■ RECORDS TO USE:
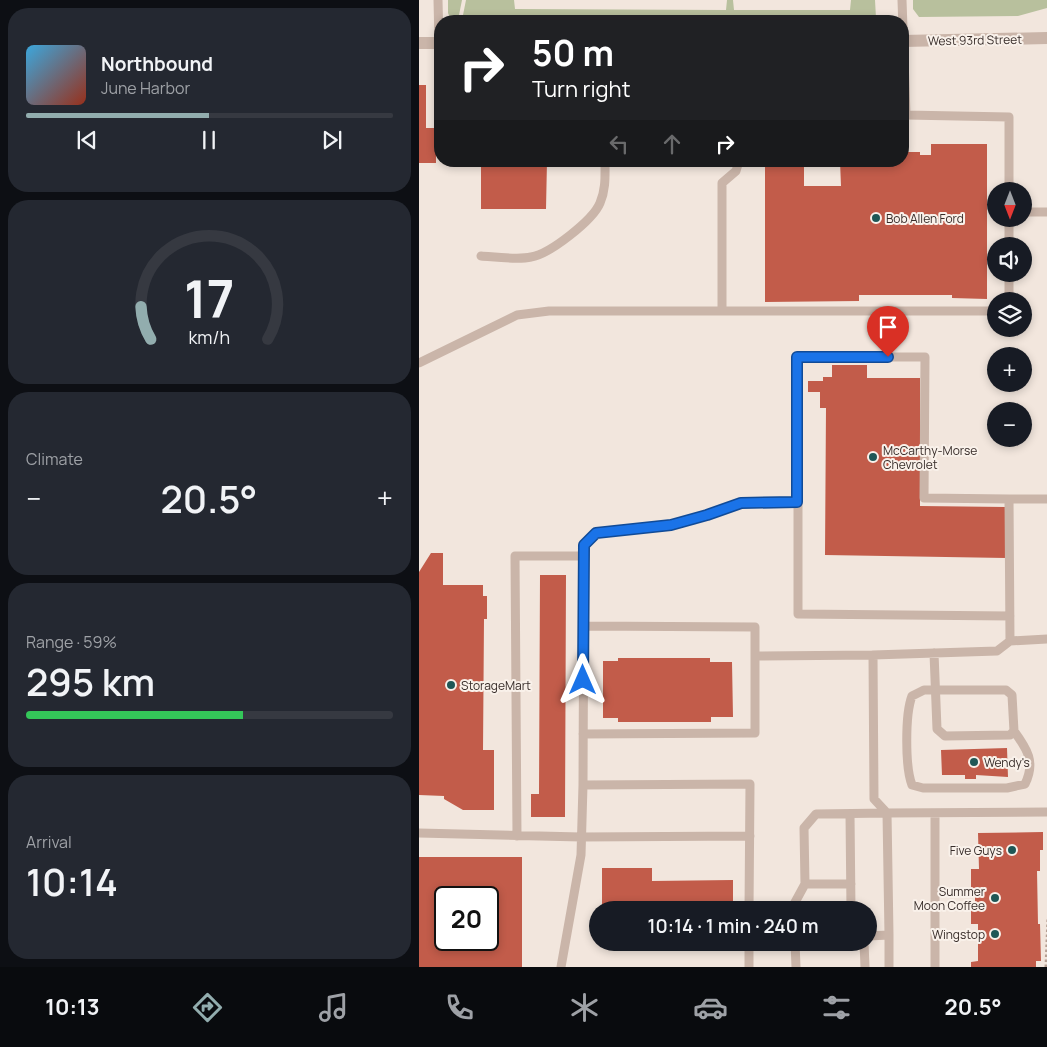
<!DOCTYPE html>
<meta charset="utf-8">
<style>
body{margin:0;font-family:Manrope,sans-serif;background:#242831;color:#f1f3f6;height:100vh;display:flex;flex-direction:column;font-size:19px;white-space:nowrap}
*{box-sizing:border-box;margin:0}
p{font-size:16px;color:#9ea1a6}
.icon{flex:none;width:28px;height:28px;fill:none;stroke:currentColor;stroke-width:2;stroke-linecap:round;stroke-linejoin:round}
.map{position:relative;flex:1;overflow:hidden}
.side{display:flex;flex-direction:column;gap:8px;padding:8px;background:#0d0f14;width:419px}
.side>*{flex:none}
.guide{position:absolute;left:15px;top:15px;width:475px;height:152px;border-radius:20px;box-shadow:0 2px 8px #0003;background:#202124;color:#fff;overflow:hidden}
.needle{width:32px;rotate:180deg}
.tools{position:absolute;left:568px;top:182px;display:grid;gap:10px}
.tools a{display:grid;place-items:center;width:45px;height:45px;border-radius:50%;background:#171b24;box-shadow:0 2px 8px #0003;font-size:25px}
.speed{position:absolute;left:15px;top:886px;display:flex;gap:10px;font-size:25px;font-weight:700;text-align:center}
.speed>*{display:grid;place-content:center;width:65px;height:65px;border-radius:50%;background:#171b24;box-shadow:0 2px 8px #0003;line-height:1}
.speed .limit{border:2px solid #111;border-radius:8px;background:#fff;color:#111}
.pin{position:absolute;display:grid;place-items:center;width:42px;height:42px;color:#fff;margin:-51px -21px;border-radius:50% 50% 50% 0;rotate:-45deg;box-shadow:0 0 5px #0007}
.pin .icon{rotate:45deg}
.me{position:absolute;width:55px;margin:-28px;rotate:0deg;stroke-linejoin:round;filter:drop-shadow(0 0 4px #0008)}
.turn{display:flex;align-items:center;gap:18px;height:105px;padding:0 15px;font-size:22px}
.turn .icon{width:65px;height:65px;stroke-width:2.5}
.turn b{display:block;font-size:35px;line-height:42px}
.lanes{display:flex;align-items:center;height:48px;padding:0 15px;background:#0003;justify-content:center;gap:25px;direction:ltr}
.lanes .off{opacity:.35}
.big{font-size:38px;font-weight:600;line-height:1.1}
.side .card{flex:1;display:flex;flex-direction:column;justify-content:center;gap:8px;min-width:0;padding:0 18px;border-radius:20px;background:#242831}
.side .dial{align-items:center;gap:0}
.dial svg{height:130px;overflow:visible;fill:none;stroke:#363941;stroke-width:7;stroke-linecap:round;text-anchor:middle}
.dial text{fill:#f1f3f6;stroke:none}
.song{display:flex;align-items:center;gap:15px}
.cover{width:60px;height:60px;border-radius:8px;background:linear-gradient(135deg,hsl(200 70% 55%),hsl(10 70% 35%))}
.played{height:5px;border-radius:2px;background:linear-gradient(90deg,#92adae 50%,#363941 50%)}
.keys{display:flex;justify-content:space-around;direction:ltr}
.heat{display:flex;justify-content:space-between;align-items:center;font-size:28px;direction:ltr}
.charge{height:8px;border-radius:4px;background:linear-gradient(90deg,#34c759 59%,#363941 0)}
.trip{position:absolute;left:170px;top:901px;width:288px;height:50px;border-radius:25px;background:#171b24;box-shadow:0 2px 8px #0003;font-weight:600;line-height:50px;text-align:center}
.tab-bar{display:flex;height:80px;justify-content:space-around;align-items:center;background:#090b0e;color:#9ea1a6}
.tab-bar .icon{width:35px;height:35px}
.tab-bar .selected{color:#92adae}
.tab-bar b{font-size:22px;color:#f1f3f6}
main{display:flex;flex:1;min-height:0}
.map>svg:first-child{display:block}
.green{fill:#b8c09d}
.building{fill:#c25c4a;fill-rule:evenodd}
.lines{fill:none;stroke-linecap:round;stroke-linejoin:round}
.path{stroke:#b59f93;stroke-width:3;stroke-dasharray:2.5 2.5;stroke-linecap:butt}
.service{stroke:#cab5a9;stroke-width:9}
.minor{stroke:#cab5a9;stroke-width:12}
.route-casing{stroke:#114b97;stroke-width:12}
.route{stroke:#1a73e8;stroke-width:9}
.poi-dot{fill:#1f5756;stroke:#f9f1ea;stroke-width:2}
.labels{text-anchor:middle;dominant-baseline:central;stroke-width:4;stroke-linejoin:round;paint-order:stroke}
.street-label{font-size:12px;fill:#372c29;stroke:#f9f1ea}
.poi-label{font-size:12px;fill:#372c29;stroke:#f9f1ea;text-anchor:start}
</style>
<main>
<section class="side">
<div class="card">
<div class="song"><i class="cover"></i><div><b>Northbound</b><p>June Harbor</p></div></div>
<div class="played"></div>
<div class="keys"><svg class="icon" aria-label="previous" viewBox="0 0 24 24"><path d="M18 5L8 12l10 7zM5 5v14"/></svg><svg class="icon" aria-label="pause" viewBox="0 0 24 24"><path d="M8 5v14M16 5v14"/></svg><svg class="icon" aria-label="next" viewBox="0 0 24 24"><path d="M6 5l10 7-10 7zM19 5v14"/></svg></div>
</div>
<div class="card dial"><svg viewBox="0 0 100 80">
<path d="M14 69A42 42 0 1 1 86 69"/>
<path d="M14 69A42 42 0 0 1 8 49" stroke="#92adae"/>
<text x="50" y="56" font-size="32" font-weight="700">17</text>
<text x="50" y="72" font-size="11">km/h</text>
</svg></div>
<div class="card"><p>Climate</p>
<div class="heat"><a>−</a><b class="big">20.5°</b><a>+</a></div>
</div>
<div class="card"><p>Range · 59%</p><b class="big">295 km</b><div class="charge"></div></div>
<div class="card"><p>Arrival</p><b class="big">10:14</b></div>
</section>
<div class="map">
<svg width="629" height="967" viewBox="0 0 629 967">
<rect width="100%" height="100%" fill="#f2e6dd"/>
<path class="green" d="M29 0H43L39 20H32L29 13Z
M47 0H95L96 9 307 10 308 0H314L315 10H431L432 0H456L457 18 43 20Z
M494 0H628V8L599 16 500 17 494 9Z"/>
<path class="building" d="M0 85H7V128H17V163H0Z
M512 144H568V299L533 298V295H440V301L346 302V161L385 164V186H422L421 161H484V152H501V155H512Z
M62 161H128L127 209H62Z
M413 365H448V378H501V506L587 507V558L406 555 407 408H401V392H389V381H404V377H413Z
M12 553H24V585H64V596H68V619H65L64 750H75V810H44L25 799V796L0 795V572Z
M121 575H147L146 817H112V794H120Z
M199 658H291V662H313L314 717H292V722H199V718H184V661H199Z
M588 748 589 777 557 775V779H546V775H523L522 750Z
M624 832V850H621V871H618L619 924H621L622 961H617V967H552V962L559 961V924H552V905H556V888H552V869H560L559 833Z
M0 857H103V967H0ZM26 898H69V940H26Z
M183 868H233V881L314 880V910H183Z
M233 942H292V948H233Z"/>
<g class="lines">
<path class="path" d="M627 967 629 918"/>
<path class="service" d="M19 0 20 43
M483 0 487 115 590 117V191
M604 212H629
M590 219V246
M62 256C77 257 99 260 112 257 131 254 174 220 181 203 187 189 186 176 186 161
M590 274V301
M303 310V183L317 171 320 161
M0 363 98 315 130 311H576
M590 499H629
M379 502V614L591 616
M591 641 578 651 454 655 455 799 468 813 629 812
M515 653 518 729 526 736 591 735 595 731 593 695 587 690H505L493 696C486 714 486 767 493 785L504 788H588L606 784C617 762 608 749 595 731
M336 656 454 655
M164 734 336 733V627L164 626
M164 785 165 545 177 533 252 525 288 515 321 503 379 502 378 357H506L505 498 590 499 591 641 629 639
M431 814 432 910
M516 814V967
M0 833 162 837 331 836
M98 836 96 556H165
M386 884H432
M375 910 374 906 386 884 385 828 397 814 468 813 470 935
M449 936 470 935V967
M376 942 377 967
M445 942 446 967
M142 967 162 855 164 785 331 784 330 910
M330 967V942"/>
<path class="minor" d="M484 41 629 38
M0 43H21"/>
</g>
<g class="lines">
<g class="route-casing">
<path id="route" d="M164 680 165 545 177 533 252 525 288 515 322 503 378 502V357H469"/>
</g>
<use href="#route" class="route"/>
</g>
<g class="poi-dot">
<circle cx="457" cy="218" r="5"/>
<circle cx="454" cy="457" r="5"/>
<circle cx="32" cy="685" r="5"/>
<circle cx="555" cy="762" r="5"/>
<circle cx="593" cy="850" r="5"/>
<circle cx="576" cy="898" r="5"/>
<circle cx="576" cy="934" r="5"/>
</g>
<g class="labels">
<g class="street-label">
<text transform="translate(556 40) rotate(-1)">West 93rd Street</text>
</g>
<g class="poi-label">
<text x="467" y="218">Bob Allen Ford</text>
<text x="464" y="450">McCarthy-Morse<tspan x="464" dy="14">Chevrolet</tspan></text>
<text x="42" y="685">StorageMart</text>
<text x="565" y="762">Wendy's</text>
<text x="583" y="850" text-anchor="end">Five Guys</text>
<text x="566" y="891" text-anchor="end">Summer<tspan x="566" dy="14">Moon Coffee</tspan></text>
<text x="566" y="934" text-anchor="end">Wingstop</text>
</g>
</g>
</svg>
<div class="tools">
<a><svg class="needle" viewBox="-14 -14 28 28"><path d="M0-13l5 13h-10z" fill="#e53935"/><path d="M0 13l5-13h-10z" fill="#9ea1a6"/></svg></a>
<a><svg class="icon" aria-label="sound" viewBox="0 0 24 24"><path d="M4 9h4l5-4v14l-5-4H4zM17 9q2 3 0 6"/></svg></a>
<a><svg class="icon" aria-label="layers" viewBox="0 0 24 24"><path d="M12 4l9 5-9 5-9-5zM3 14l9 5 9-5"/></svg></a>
<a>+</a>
<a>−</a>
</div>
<div class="speed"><div class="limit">20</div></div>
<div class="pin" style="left:469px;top:357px;background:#d93025"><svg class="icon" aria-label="arrive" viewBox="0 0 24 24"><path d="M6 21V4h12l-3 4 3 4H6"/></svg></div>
<svg class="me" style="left:164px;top:680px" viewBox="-20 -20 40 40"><path d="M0-17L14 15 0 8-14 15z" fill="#1a73e8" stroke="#fff" stroke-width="4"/></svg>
<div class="trip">10:14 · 1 min · 240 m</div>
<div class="guide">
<div class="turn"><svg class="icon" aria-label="right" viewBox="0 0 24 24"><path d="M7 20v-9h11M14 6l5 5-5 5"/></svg><div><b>50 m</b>Turn right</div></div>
<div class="lanes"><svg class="icon off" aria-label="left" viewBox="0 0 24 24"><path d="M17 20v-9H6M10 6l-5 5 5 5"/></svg><svg class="icon off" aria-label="ahead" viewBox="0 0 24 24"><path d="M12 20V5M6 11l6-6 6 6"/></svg><svg class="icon" aria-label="right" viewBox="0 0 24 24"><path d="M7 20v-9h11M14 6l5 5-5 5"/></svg></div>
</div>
</div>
</main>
<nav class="tab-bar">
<b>10:13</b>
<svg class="icon selected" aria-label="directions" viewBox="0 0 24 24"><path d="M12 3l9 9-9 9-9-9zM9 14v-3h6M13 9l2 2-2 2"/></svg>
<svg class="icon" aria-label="music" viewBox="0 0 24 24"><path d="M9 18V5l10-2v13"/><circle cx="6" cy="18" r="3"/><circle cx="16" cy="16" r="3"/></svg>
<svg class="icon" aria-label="phone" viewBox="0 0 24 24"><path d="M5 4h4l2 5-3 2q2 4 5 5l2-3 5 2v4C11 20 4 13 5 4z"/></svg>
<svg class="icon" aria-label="climate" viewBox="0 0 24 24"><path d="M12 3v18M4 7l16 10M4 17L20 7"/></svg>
<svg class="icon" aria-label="car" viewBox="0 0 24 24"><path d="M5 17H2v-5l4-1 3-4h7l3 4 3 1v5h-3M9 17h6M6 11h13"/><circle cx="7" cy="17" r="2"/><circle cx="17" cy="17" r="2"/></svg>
<svg class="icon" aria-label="filters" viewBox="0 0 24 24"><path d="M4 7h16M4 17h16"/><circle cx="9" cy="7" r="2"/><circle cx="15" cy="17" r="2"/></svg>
<b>20.5°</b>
</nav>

■ WORK TASK:
Wherever the string "limit" occurs in the records, copy the line it is in.

■ TASK RESULT:
.speed .limit{border:2px solid #111;border-radius:8px;background:#fff;color:#111}
<div class="speed"><div class="limit">20</div></div>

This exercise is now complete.